__Work task__:
Please output every line of the material as it stands, without the pictures.

__Data shown__:
+-------+
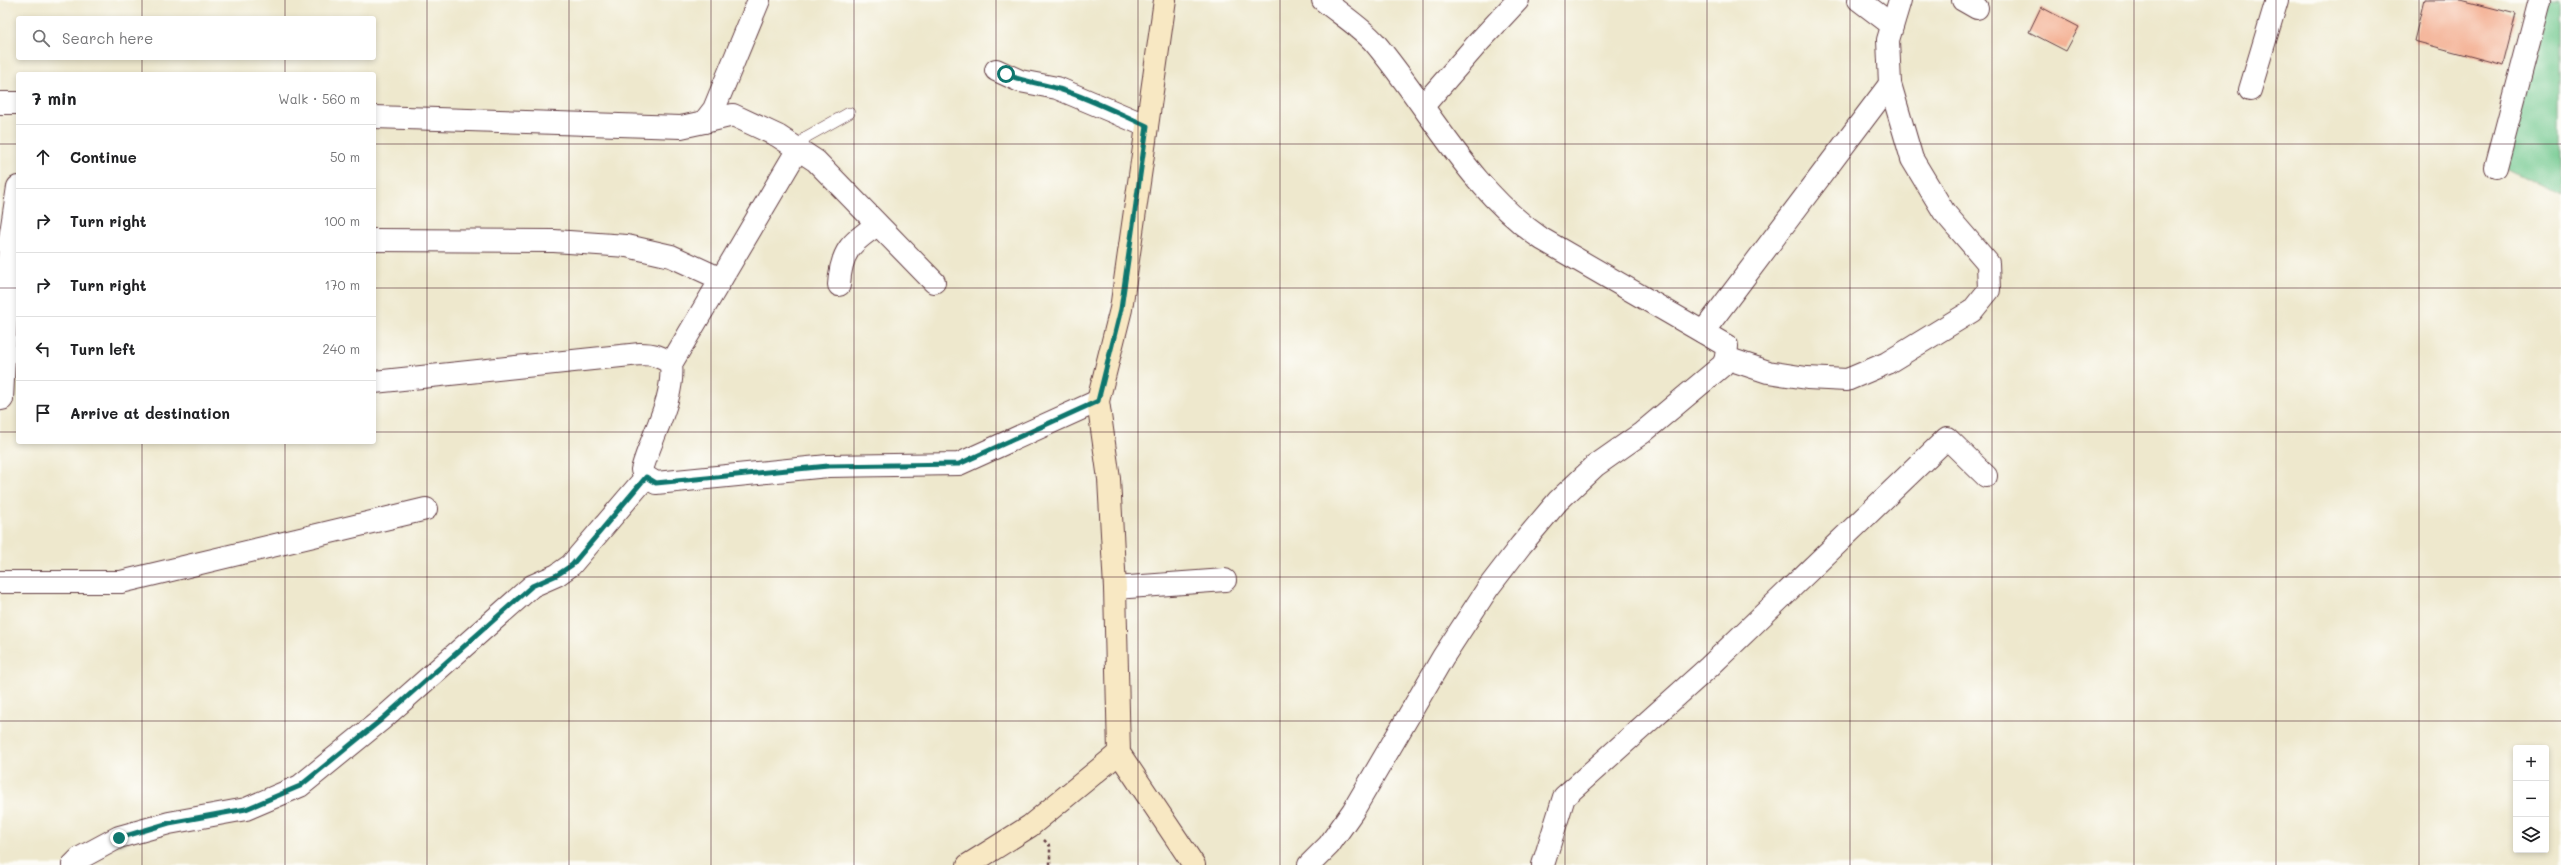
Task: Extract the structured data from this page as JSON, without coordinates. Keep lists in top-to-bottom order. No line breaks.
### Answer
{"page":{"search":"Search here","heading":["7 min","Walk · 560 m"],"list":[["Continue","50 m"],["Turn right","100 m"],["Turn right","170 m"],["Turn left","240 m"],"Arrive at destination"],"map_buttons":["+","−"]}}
+-------+
__Exercise answer__:
Task: Extract the structured data from this page as JSON, without coordinates. Keep lists in top-to-bottom order. No line breaks.
### Answer
{"page":{"search":"Search here","heading":["7 min","Walk · 560 m"],"list":[["Continue","50 m"],["Turn right","100 m"],["Turn right","170 m"],["Turn left","240 m"],"Arrive at destination"],"map_buttons":["+","−"]}}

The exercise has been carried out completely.